On Tuesday 26 of May 2009, Rafał Kupka wrote:
> Something very strange happens to signals in your system. Some time
> ago there was similar problem with lost SIGALRM:
> http://www.mail-archive.com/exim-users@exim.org/msg23913.html
> but on your system exim process signals masks looks correct.
I'm currently running exim with this patch and so far it "fired" once per 2 days
"2009-06-03 00:15:52 [19289] daemon: queue-runner not run for 360s. Forcing. Is delivery of SIGALRM broken on this system ?"

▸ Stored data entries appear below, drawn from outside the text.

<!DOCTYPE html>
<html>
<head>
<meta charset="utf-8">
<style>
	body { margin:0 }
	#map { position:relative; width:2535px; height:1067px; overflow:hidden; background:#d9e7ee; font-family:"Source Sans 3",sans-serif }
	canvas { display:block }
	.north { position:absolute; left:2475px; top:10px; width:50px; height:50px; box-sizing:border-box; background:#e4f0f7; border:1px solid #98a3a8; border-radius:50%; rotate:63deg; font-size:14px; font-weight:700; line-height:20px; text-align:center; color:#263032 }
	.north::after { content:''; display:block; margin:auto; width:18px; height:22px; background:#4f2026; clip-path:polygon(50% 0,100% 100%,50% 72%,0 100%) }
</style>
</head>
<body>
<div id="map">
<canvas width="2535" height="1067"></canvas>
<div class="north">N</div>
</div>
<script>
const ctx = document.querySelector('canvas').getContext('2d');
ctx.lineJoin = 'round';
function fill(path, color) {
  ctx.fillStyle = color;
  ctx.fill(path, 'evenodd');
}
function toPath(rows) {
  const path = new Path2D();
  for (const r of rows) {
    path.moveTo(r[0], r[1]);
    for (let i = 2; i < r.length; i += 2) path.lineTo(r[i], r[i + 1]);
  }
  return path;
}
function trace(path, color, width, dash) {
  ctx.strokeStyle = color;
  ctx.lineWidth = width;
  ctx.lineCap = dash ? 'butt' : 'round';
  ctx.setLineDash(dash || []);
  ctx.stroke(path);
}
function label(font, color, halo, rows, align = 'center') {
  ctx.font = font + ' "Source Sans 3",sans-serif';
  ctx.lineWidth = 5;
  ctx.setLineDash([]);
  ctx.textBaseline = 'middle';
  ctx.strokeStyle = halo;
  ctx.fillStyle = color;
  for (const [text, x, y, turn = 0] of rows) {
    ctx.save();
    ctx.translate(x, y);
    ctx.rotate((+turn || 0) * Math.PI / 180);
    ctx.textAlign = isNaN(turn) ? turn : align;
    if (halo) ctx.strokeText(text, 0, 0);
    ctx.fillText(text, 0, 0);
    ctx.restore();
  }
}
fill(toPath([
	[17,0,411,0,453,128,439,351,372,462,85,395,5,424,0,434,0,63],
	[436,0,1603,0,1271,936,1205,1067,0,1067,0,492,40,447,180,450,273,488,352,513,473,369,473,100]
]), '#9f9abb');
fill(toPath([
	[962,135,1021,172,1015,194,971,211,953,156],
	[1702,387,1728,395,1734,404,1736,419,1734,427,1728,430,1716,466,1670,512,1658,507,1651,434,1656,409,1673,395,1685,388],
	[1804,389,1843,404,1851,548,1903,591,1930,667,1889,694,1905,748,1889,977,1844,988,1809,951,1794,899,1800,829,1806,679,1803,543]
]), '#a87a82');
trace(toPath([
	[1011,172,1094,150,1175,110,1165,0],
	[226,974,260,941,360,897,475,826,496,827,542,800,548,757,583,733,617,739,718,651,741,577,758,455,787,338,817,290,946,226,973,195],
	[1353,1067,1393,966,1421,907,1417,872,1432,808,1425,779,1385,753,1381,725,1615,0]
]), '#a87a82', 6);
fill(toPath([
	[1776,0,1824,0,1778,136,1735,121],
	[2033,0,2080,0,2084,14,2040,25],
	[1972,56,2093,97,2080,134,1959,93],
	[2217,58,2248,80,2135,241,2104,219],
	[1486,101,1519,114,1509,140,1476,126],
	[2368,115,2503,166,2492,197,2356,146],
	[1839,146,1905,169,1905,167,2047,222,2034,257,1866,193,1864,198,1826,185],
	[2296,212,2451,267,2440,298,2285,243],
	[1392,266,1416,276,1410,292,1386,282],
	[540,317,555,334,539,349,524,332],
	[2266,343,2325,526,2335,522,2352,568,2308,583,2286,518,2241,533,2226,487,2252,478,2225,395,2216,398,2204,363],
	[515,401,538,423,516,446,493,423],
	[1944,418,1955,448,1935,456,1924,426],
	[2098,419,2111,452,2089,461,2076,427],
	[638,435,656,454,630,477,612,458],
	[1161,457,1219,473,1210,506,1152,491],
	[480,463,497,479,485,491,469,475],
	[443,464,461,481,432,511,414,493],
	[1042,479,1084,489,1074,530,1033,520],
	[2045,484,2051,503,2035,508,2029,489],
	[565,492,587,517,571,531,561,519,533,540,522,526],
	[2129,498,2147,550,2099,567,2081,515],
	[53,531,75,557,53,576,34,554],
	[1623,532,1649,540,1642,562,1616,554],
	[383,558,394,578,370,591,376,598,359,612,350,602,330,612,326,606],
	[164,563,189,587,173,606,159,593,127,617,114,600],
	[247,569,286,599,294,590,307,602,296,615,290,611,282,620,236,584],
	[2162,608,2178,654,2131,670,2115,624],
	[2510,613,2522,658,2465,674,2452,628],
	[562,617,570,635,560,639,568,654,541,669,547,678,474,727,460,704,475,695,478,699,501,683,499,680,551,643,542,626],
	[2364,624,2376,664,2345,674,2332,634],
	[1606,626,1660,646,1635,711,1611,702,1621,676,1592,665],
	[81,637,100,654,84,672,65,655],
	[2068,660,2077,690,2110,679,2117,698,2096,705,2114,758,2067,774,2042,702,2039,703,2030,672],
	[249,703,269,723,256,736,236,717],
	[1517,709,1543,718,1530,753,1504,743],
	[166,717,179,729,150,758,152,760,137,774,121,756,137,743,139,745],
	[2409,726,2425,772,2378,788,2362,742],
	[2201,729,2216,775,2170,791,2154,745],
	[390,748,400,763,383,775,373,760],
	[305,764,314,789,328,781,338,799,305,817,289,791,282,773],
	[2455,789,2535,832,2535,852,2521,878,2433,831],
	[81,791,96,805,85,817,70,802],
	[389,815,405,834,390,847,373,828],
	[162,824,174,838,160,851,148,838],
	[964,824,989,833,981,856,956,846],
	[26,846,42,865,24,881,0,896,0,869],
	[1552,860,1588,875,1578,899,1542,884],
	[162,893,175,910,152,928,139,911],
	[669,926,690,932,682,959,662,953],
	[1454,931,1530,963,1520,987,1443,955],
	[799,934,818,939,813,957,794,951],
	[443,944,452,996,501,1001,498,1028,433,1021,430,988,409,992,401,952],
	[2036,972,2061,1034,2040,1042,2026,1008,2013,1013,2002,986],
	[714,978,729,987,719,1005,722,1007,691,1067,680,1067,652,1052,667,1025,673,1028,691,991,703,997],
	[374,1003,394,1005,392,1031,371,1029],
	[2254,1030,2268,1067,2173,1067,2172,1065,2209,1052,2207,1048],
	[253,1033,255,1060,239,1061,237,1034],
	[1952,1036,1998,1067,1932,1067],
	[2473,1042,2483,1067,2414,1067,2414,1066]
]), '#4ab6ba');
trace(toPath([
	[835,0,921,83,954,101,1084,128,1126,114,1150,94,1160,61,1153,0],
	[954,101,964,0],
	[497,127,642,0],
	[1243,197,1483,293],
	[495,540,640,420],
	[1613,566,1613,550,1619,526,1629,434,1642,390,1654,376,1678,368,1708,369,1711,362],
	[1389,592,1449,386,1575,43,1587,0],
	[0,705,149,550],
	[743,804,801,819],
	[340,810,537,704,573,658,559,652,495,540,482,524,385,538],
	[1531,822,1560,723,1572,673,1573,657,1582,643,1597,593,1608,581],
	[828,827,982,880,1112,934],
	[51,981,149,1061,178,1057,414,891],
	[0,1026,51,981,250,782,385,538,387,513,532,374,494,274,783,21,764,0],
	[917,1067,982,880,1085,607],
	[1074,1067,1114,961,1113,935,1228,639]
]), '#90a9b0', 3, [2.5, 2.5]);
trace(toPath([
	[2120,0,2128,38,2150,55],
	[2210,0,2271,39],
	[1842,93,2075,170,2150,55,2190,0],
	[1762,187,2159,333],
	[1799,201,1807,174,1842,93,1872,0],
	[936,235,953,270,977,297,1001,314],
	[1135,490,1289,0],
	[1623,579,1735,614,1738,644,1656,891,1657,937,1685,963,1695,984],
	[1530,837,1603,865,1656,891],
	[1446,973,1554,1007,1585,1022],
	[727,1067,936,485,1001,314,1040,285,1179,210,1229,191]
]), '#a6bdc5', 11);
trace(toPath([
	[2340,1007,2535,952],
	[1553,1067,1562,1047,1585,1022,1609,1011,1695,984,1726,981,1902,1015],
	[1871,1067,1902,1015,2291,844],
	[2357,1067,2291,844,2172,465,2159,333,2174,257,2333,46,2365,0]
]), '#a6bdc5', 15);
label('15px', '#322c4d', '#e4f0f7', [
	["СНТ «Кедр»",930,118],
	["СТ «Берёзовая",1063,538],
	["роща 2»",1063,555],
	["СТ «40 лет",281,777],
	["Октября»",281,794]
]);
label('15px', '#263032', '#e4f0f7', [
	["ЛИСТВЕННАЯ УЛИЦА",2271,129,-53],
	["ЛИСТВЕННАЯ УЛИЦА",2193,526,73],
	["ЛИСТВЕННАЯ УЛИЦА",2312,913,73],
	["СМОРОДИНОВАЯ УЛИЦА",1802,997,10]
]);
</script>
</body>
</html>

Is such patch sane enough for upstream inclusion? Does anyone see bugs
in this approach for different configurations?
--- exim-4.69.org/src/daemon.c 2009-06-01 23:02:02.505119117 +0200
+++ exim-4.69/src/daemon.c 2009-06-01 23:09:58.088404461 +0200
@@ -25,7 +25,7 @@
static smtp_slot empty_smtp_slot = { 0, NULL };
-
+static time_t sigalrm_seen_last;
/*************************************************
* Local static variables *
@@ -1603,6 +1603,8 @@
smtp_input = TRUE;
+time(&sigalrm_seen_last);
+
/* Enter the never-ending loop... */
for (;;)
@@ -1624,6 +1626,8 @@
{
DEBUG(D_any) debug_printf("SIGALRM received\n");
+ time(&sigalrm_seen_last);
+
/* Do a full queue run in a child process, if required, unless we already
have enough queue runners on the go. If we are not running as root, a
re-exec is required. */
@@ -1885,11 +1889,19 @@
else
{
+ int time_diff;
struct timeval tv;
tv.tv_sec = queue_interval;
tv.tv_usec = 0;
select(0, NULL, NULL, NULL, &tv);
handle_ending_processes();
+
+ time_diff = (int)difftime(time(NULL), sigalrm_seen_last);
+ if ((queue_interval > 0) && (time_diff > (2*queue_interval)))
+ {
+ sigalrm_seen = TRUE;
+ log_write(0, LOG_MAIN|LOG_PANIC, "daemon: queue-runner not run for %lds. Forcing. Is SIGALRM delivery broken on this system ?", time_diff);
+ }
}
/* Re-enable the SIGCHLD handler if it has been run. It can't do it
--
Arkadiusz Miśkiewicz PLD/Linux Team
arekm / maven.pl http://ftp.pld-linux.org/